A post-surrealistic experiment juxtaposing visual artworks and literary sources that apparently have nothing in common

WORDS BY AMELIA ROSSELLI - PHOTOS BY PETER HUJAR
Translations by Tijana Mamula

Peter Hujar, Robert Bending, 1977; courtesy of the Peter Hujar Archive


[Untitled]
from Variazioni belliche 

The mystique of the brain. The devil’s light raised dust
in the impure eyes of my fecundity. I shook with envy

but the ray of sun also raised love stories tenuous
like the pear tree with its enchanted flowers, like the bread that
nightly ingrains itself in our affairs of love and compassion
and hunger and squaring of the wicked circle that we elevate
above all knowledge.
Incautious I turned to the beyond but was quickly seared by
envious hands. My own hands brought me back to earth
my own nails raised from earth the star of
happiness. The saints and wise men carry the light in their hands, in their
minds the negroes and the schoolteachers and the girls returning
from the agriculture schools.
Doomed to pretend I raised myself from the dust soon enough
and knelt down at the fountain of the prosperous. By then the protestants
no longer prevailed upon my ingenuous youth and in
all candor I forgave the boors, for ancient fasts. Fasting
heart, step away from anger and remain a powerful
lord.


Peter Hujar, Divine, 1975; courtesy of the Peter Hujar Archive 

Peter Hujar, Self-Portrait, Cindy Sherman Suite, 1982; courtesy of the Peter Hujar Archive 


There’s something like pain in the room
from Documento(1966-73) 

There’s something like pain in the room, and
it’s partly overcome: but the weight

of objects wins, in meaning
weight and deprivation. 

There’s something like red in the tree, but it’s
the orange of the lamp base

bought in places I don’t want to remember
because they also carry weight. 

As I can know nothing of your hunger
precise in their will

are the stylized fountains
well placeable is the overturning of a destiny
of men divided by oblique noise.


Peter Hujar, H.M. Koutoukas, 1979; courtesy of the Peter Hujar Archive



[Untitled]

from Variazioni belliche

In the grip of a brutal shock, wretched
and close to your heart I sent smells of incense into
the circles under your eyes. The Ardeatine caves combined beliefs
and dreams – I had left, you had come back – death
was a crescendo of violences that didn’t vent
in your head of delusion. The black waters of
my disillusion were burnished by your happiness and by
my having you in hand, close and far away like the surge
of the summer stars. The night wind went
and dreamt great things: I rhymed within my powers
and took part in the void. The backbone of
your sins fuelled the crowd: the train stopped
and it was in its talk that the truth paused.
In the encounter with the fairytale the bandits dwelled.

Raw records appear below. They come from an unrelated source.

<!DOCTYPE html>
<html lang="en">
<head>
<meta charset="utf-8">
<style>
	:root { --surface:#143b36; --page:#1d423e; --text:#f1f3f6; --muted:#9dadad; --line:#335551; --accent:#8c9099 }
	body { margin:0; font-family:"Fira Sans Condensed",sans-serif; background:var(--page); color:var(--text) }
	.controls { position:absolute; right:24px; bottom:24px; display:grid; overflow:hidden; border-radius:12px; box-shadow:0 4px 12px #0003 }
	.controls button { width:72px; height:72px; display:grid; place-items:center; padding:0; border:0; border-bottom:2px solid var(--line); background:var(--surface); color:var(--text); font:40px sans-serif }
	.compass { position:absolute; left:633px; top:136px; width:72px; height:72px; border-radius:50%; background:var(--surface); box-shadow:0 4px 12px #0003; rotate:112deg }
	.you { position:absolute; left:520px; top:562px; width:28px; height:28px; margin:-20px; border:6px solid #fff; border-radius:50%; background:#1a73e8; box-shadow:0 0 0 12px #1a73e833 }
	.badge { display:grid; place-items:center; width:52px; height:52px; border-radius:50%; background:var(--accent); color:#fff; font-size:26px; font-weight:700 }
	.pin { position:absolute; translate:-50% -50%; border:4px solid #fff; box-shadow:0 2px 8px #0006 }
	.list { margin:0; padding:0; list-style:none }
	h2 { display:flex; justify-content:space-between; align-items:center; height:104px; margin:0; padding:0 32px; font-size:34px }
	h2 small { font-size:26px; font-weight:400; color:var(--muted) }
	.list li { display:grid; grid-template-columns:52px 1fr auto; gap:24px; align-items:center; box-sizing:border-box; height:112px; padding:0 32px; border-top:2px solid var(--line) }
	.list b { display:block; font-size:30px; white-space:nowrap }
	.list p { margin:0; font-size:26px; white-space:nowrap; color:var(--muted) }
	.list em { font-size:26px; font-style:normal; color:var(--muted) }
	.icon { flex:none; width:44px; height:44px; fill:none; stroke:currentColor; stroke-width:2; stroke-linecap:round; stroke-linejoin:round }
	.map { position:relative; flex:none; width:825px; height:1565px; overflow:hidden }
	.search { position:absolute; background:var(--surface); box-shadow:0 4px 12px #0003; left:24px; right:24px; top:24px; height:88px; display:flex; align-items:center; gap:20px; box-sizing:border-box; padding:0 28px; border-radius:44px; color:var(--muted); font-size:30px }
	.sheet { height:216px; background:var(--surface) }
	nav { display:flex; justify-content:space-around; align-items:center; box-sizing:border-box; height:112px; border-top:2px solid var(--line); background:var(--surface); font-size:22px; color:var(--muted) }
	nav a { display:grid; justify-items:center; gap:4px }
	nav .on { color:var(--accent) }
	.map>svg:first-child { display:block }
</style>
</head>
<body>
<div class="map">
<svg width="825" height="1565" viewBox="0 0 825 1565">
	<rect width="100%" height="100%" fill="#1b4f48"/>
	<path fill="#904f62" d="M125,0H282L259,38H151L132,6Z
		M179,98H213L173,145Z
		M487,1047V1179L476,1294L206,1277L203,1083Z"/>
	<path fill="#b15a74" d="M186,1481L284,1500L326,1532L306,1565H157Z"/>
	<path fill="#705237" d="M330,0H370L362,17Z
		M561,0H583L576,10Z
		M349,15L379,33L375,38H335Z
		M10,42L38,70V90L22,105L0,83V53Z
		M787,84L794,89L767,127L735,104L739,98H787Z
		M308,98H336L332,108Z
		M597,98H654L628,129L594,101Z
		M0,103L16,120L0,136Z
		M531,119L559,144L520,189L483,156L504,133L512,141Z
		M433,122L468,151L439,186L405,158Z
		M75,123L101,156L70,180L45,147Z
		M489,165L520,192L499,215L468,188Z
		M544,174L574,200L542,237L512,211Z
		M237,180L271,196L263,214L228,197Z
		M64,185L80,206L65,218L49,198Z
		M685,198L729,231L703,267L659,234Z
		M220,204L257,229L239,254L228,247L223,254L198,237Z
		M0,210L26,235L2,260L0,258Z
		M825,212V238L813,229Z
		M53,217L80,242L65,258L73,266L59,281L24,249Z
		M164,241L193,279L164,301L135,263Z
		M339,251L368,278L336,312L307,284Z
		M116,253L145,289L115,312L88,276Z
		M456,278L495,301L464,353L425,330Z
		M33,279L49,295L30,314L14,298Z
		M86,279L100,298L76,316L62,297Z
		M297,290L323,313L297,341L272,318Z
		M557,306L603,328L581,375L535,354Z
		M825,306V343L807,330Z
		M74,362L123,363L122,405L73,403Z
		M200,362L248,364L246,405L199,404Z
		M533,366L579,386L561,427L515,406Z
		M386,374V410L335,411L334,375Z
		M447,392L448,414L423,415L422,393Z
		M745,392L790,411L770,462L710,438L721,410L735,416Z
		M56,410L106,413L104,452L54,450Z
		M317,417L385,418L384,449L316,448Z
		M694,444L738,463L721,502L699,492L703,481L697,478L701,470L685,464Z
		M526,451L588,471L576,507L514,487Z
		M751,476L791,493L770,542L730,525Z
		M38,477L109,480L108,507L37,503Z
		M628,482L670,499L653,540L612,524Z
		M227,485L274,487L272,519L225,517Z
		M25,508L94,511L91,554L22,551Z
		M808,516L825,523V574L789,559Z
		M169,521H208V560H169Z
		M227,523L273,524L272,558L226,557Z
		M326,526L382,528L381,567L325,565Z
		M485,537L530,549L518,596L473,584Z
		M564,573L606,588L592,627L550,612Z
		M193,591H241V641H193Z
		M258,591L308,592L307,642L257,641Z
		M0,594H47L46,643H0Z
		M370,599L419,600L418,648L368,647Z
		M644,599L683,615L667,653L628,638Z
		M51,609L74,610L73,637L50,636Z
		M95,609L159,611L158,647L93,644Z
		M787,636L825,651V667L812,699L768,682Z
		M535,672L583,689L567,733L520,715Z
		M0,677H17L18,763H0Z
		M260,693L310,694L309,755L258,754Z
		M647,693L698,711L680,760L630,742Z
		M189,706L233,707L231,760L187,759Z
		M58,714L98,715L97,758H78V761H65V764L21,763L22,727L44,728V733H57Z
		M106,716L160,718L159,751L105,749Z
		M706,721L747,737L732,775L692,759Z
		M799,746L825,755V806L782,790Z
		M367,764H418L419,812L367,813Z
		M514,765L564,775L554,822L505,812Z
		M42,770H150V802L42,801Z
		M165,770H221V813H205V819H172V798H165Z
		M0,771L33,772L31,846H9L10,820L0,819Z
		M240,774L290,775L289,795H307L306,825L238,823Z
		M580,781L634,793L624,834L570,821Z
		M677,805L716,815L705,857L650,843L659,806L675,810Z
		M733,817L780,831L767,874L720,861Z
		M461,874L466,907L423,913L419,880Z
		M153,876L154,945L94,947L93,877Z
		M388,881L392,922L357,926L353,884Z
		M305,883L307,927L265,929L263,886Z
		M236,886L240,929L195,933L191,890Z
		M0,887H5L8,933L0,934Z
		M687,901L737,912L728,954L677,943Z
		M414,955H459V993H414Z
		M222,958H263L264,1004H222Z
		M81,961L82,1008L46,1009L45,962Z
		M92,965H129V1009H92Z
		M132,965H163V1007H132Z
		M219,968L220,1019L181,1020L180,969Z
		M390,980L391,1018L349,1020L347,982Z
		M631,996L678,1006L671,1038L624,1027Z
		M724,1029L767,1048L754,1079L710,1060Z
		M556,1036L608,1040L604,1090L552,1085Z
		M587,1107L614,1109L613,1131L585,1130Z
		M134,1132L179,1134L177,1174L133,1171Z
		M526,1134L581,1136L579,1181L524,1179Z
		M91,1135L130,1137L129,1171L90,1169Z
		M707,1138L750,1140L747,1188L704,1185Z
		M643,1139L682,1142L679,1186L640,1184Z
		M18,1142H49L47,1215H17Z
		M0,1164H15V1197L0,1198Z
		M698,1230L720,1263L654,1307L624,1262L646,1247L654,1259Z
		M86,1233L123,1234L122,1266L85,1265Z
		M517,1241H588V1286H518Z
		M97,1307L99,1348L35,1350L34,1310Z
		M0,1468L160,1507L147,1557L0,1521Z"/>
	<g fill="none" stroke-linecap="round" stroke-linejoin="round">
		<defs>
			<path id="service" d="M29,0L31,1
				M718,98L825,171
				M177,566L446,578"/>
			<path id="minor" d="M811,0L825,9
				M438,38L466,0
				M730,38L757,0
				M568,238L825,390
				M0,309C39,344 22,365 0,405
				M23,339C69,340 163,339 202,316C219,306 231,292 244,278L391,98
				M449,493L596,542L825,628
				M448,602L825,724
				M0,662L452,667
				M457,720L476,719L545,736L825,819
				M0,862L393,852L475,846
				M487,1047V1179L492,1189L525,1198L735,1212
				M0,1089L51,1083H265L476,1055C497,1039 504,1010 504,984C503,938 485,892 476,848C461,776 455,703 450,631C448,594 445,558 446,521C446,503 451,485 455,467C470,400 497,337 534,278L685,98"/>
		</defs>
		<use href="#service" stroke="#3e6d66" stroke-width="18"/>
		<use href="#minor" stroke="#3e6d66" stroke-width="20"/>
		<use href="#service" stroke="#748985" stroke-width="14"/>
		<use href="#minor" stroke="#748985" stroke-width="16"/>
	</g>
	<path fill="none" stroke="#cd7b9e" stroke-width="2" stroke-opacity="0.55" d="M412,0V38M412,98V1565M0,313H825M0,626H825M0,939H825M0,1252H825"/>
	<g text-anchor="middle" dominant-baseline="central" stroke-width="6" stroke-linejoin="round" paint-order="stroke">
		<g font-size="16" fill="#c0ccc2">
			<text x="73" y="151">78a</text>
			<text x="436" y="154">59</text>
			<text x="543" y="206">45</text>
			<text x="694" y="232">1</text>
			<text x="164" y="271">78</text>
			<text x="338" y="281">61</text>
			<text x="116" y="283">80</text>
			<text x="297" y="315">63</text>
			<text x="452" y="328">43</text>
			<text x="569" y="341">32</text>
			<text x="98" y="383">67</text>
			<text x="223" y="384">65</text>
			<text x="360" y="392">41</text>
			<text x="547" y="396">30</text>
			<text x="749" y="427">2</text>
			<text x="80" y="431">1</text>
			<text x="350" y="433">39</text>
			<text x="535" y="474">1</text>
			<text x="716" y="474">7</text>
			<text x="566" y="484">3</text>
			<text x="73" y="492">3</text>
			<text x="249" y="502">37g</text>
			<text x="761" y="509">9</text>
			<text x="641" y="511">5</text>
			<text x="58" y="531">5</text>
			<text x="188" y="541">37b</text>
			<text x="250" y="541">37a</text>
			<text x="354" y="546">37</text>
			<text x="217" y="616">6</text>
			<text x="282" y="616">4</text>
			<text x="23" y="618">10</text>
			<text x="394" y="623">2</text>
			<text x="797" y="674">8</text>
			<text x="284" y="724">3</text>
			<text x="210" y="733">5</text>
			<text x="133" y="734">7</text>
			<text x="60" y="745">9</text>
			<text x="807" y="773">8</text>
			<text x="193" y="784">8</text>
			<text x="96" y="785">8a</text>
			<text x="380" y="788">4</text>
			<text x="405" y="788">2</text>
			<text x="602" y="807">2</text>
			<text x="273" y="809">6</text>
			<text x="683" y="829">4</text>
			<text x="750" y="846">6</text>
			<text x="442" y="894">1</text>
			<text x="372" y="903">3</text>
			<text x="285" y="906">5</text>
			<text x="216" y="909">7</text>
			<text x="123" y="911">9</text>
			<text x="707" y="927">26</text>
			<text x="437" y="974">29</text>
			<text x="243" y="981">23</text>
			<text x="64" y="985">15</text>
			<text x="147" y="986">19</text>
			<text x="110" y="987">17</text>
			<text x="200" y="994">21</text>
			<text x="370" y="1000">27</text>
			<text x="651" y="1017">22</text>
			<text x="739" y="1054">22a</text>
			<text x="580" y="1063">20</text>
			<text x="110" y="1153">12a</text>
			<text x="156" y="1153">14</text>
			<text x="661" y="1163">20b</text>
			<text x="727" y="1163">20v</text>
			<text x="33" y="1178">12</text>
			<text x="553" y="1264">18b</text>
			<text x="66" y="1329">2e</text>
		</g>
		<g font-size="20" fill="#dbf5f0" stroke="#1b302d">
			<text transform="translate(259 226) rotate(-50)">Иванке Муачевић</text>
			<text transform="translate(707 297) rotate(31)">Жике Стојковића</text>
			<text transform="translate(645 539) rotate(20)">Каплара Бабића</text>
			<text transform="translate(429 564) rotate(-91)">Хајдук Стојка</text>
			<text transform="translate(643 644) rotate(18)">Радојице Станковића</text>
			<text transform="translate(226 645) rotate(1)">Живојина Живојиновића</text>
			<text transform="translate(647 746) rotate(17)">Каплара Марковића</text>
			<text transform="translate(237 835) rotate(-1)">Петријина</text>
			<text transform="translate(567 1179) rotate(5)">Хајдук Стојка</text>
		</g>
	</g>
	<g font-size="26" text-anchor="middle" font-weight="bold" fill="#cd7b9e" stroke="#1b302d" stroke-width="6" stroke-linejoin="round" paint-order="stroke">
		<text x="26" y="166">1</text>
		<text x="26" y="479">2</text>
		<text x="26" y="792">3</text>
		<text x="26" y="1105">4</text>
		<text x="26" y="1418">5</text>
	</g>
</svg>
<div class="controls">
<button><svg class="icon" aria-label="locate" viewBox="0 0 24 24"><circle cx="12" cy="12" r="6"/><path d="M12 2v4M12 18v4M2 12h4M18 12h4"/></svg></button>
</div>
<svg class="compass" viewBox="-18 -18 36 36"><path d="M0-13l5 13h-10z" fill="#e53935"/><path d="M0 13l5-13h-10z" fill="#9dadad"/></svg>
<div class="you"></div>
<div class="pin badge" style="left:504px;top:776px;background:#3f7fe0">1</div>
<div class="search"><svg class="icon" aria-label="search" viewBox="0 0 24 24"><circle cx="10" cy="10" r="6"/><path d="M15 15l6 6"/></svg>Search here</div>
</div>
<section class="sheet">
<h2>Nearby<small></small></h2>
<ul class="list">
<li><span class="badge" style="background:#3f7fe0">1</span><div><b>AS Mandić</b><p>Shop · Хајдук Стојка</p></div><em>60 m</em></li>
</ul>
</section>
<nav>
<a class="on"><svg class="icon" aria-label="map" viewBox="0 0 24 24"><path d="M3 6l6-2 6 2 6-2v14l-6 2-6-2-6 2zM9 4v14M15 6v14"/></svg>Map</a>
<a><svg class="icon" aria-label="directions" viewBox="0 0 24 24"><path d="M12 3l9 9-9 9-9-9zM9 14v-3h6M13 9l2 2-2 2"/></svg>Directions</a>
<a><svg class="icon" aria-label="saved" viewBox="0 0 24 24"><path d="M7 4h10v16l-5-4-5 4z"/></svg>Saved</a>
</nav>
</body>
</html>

Peter Hujar, Paul Thek on Zebra, 1965; courtesy of the Peter Hujar Archive


The flowers come as gifts
from Documento(1966-73) 

The flowers come as gifts and they dilate
silenced by a sharp surveillance

never get tired of gifts.

The world is an extracted tooth
don’t ask me why

I’m so old today
the rain is sterile.

Aiming for the blighted seeds
you were the withered union I was looking for
steal someone else’s heart to then use it.

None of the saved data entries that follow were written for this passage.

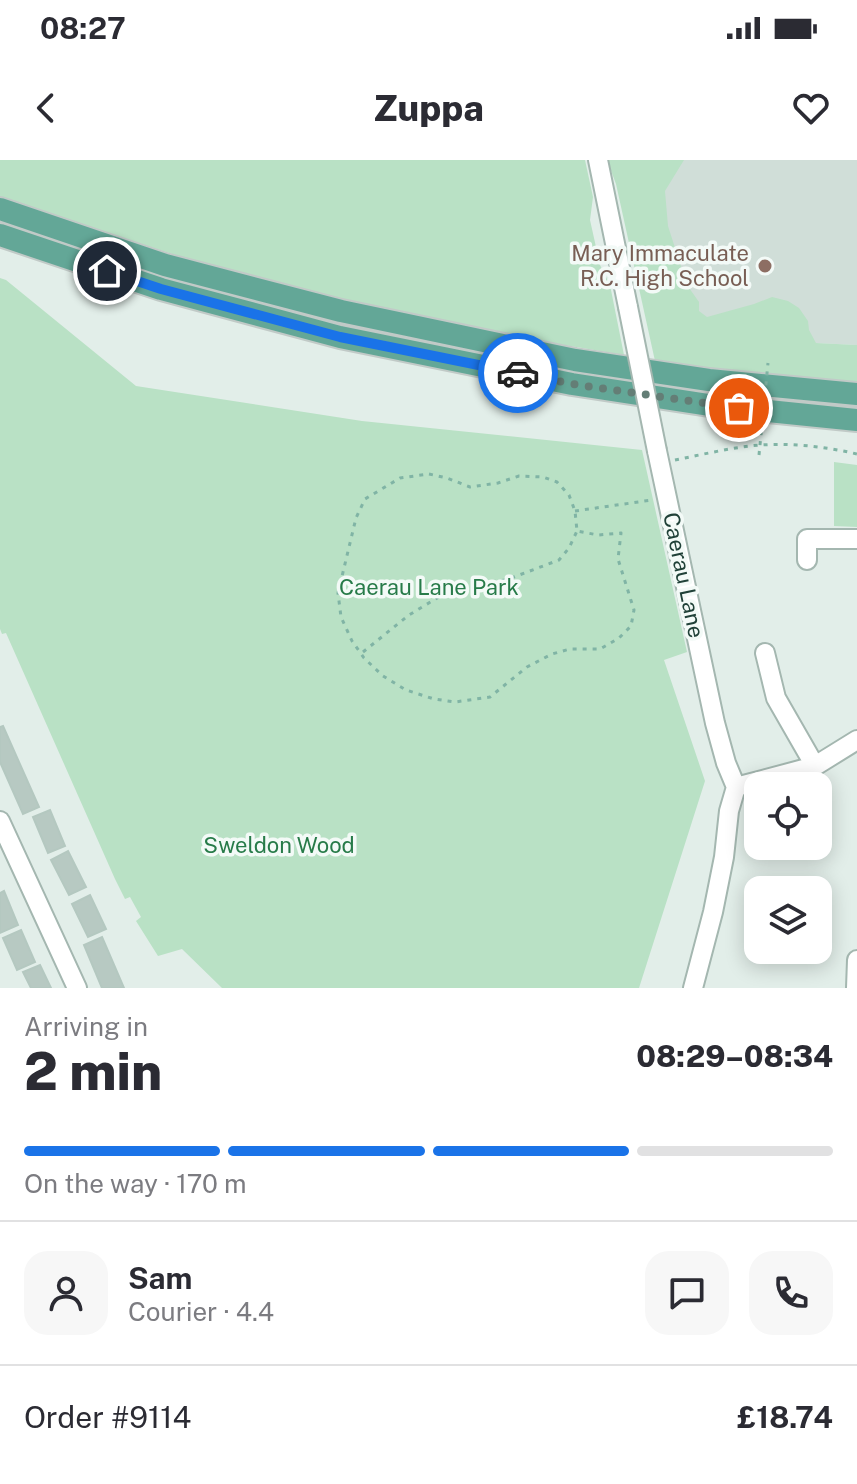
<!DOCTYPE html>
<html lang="en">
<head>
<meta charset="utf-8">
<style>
  body { margin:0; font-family:"Public Sans",sans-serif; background:#f7f7f7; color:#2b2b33; height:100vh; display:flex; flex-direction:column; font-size:30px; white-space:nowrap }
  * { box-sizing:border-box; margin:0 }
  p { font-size:26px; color:#7c7c81 }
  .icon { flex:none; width:44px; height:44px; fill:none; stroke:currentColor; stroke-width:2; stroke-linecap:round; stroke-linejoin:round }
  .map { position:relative; height:828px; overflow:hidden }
  .side { display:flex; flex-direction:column; background:#fff; flex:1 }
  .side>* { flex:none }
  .buttons { position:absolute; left:744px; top:612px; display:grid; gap:16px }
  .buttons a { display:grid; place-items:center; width:88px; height:88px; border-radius:16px; background:#fff; box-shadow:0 4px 20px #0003; font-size:40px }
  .pin { position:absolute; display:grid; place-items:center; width:68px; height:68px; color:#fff; margin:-34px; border:4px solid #fff; border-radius:50%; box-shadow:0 2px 8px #0007 }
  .courier { position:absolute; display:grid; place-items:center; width:80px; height:80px; margin:-40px; border:6px solid #1a73e8; border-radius:50%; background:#fff; color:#222; box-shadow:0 2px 10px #0007 }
  .summary em { font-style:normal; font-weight:800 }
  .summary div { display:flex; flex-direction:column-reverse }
  .summary { display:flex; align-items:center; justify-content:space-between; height:136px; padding:0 24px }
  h1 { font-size:52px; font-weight:800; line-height:60px }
  .bar { display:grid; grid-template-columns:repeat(4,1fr); gap:12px 8px; align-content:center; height:96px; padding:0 24px }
  .bar i { height:10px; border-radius:6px; background:#e1e1e2 }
  .bar .current { background:#1a73e8 }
  .bar p { grid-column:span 4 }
  .line { display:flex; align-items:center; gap:20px; padding:0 24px; border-top:2px solid #e1e1e2 }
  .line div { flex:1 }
  .round { display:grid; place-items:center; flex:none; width:84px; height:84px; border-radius:24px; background:#f7f7f7 }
  .status { display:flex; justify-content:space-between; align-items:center; height:56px; padding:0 40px; background:#fff; direction:ltr }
  .status svg { height:22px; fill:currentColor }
  header { display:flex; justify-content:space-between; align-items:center; height:104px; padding:0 24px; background:#fff; font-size:36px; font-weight:800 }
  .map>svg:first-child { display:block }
  .built { fill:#d0ded8 }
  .green { fill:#b9e1c5 }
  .building { fill:#b7c9c2; stroke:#b4c8c0; stroke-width:2 }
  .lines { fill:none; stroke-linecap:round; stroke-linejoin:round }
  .minor-casing { stroke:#a4b7b0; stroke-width:22 }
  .major-casing { stroke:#c1cac7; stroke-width:26 }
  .path { stroke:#80b4a5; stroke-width:3; stroke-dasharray:4 6; stroke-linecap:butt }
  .minor { stroke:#fff; stroke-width:18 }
  .major { stroke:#63a797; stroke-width:22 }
  .minor-bridge-casing { stroke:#a4b7b0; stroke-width:22; stroke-linecap:butt }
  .path-bridge { stroke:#80b4a5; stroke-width:3; stroke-dasharray:4 6; stroke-linecap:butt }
  .minor-bridge { stroke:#fff; stroke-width:18 }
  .done { stroke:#647e76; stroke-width:8; stroke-dasharray:0 14.4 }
  .route { stroke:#1a73e8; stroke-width:10 }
  .education-dot { fill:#8d6e63; stroke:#f3faf7; stroke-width:3 }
  .labels { text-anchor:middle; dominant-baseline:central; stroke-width:7; stroke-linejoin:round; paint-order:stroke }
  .education-label { font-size:22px; fill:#785e54; stroke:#f3faf7; text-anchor:end }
  .street-label { font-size:22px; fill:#204138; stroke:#f3faf7 }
  .park-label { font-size:22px; fill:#277b49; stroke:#f3faf7 }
</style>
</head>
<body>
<div class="status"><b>08:27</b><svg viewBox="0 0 49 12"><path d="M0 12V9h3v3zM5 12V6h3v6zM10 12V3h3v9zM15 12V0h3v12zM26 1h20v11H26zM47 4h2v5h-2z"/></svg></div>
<header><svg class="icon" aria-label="back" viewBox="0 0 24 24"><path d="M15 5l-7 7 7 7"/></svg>Zuppa<svg class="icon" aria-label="heart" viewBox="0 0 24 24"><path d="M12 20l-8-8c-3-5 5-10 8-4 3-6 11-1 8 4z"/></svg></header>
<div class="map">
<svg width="857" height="828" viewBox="0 0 857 828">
  <rect width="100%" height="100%" fill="#e2eee9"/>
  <path class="built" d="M638,0h219v185l-41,-2 -116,-10z"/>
  <path class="green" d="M0,0h585l8,37 -3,23 10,45 10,20 14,70 -160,-27 -221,-51 -243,-79z
    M607,0h77l-19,31 3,35 19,59 12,17v9l8,6 47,-13 18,-7 16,4 11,7 9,13 1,9 7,13 41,2v42l-127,-16 -28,1 -16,-7 -31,-4 -39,-177z
    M0,118l6,2 130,106 226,35 280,29 45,202 -23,8 41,121 -66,207h-417l-40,-39 -24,7 -22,-35 5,-4 -11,-20 -5,2 -10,-20 -109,-246 -4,1 -2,-5z
    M834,302l23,3v62l-23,-1z"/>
  <path class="building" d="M3,566l36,81 -16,7 -23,-52v-35z
    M50,650l15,36 -17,7 -15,-36z
    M68,691l18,36 -17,8 -18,-35z
    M4,731l14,34 -18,8v-40z
    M90,735l16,34 -18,8 -16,-33z
    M21,770l14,32 -18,8 -14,-32z
    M102,777l22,51h-22l-18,-43z
    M40,805l11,23h-20l-8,-16z"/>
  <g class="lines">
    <defs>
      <path id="minor" d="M598,0l30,147
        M657,291l58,272 11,40 10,24 -7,24 -5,46 -11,55 -20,76
        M807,400v-21h50
        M765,493l11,45 39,68
        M736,627l79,-21 42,-26
        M0,661l77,167
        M856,828l1,-28"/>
      <path id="major" d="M0,49l165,56 176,46 234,49 134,20 148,14
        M0,75l161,54 179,48 232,47 137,21 148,15"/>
    </defs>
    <use href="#minor" class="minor-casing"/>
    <use href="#major" class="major-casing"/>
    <path class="path" d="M675,300c25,-5 50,-11 75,-14 35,-4 73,0 107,8
      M429,314l18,4 23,9 28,-4 21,-7 24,1 14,5 12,13 6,16 2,20 21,4 23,-2 -3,26 16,51 -3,16 -12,12 -19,11h-30l-18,5 -25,13 -37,30 -35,5 -21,-3 -28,-9 -23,-14 -19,-18 -12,-17 -11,-24 -3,-24 18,-75 9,-19 35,-21z
      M575,351l77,-11
      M363,492l46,-37 48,-29 49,-6 53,-20 10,-12 8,-17"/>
    <use href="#minor" class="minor"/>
    <use href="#major" class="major"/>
    <defs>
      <path id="minor-bridge" d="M628,147l29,144"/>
    </defs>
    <use href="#minor-bridge" class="minor-bridge-casing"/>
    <path class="path-bridge" d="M759,295l9,-92"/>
    <use href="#minor-bridge" class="minor-bridge"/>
  </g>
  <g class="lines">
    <path class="done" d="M518,213l54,11 167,24"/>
    <path class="route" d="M107,111l54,18 179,48 178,36"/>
  </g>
  <circle class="education-dot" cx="765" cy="106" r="8"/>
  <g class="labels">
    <g class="education-label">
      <text x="749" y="93">Mary Immaculate<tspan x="749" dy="25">R.C. High School</tspan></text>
    </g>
    <g class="street-label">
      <text transform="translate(684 415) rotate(78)">Caerau Lane</text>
    </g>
    <g class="park-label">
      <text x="429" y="427">Caerau Lane Park</text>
      <text x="279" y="685">Sweldon Wood</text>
    </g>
  </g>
</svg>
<div class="buttons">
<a><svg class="icon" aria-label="locate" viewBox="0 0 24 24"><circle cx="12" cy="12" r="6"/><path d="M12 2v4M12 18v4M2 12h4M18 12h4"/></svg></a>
<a><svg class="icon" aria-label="layers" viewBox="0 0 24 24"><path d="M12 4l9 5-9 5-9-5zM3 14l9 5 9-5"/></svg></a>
</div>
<div class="pin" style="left:739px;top:248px;background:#ea580c"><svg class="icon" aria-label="bag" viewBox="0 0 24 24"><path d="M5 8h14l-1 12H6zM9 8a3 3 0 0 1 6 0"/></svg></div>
<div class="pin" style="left:107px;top:111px;background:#1f2937"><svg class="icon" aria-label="home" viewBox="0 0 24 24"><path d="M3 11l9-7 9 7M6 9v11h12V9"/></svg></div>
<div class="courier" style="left:518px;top:213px"><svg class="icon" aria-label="car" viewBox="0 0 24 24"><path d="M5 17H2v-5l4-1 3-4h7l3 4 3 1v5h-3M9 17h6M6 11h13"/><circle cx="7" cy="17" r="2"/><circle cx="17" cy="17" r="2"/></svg></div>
</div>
<section class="side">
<div class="summary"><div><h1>2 min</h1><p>Arriving in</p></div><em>08:29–08:34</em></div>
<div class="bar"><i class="current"></i><i class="current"></i><i class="current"></i><i></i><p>On the way · 170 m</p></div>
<div class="line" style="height:144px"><a class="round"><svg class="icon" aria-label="person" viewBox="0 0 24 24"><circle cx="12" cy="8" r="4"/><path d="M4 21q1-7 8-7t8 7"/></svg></a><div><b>Sam</b><p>Courier · 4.4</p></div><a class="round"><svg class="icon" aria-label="chat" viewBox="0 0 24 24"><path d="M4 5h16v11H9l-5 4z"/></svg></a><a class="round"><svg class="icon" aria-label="phone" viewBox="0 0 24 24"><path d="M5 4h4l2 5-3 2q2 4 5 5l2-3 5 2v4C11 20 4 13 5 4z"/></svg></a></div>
<div class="line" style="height:104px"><div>Order #9114</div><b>£18.74</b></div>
</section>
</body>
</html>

Hope is a possibly definitive injury
the coins ring harsh in the marble
of the hand. 

I was convincing the monster to withdraw
to the clean rooms of an imaginary hotel

there were tiny embalmed vipers out in the woods. 

I made myself up as priest of poetry
but I was dead to life

the viscera getting lost
in a brawl
you die of it swept aside by science.

The world is thin and flat:
a few elephants wander it, dull.


Peter Hujar (1934-1987) is an american photographer. He was a leading figure in the group of artists, musicians, writers, and performers at the forefront of the cultural scene in downtown New York in the 1970s and early 80s. He is most associated with his black-and-white portraits but his subjects also include nudes, animals and the streets of night-time Manhattan. 

Amelia Rosselli (1930-1996) was a poet and musician, part of the so-called “Thirties generation” alongside some of the most important names in twentieth-century Italian literature. Pier Paolo Pasolini defined her writing as a “poetics of lapsus.” She herself said that “the language in which I write is a single one, while my aural experience follows an associative logic that belongs to all people and is reflected in all languages​​.” Her poetry collections include Variazioni belliche (Garzanti, 1964), Serie ospedaliera (Il Saggiatore, 1969), Documento (1966-1973)(Garzanti, 1976). Rosselli committed suicide on February 11, 1996, in Rome.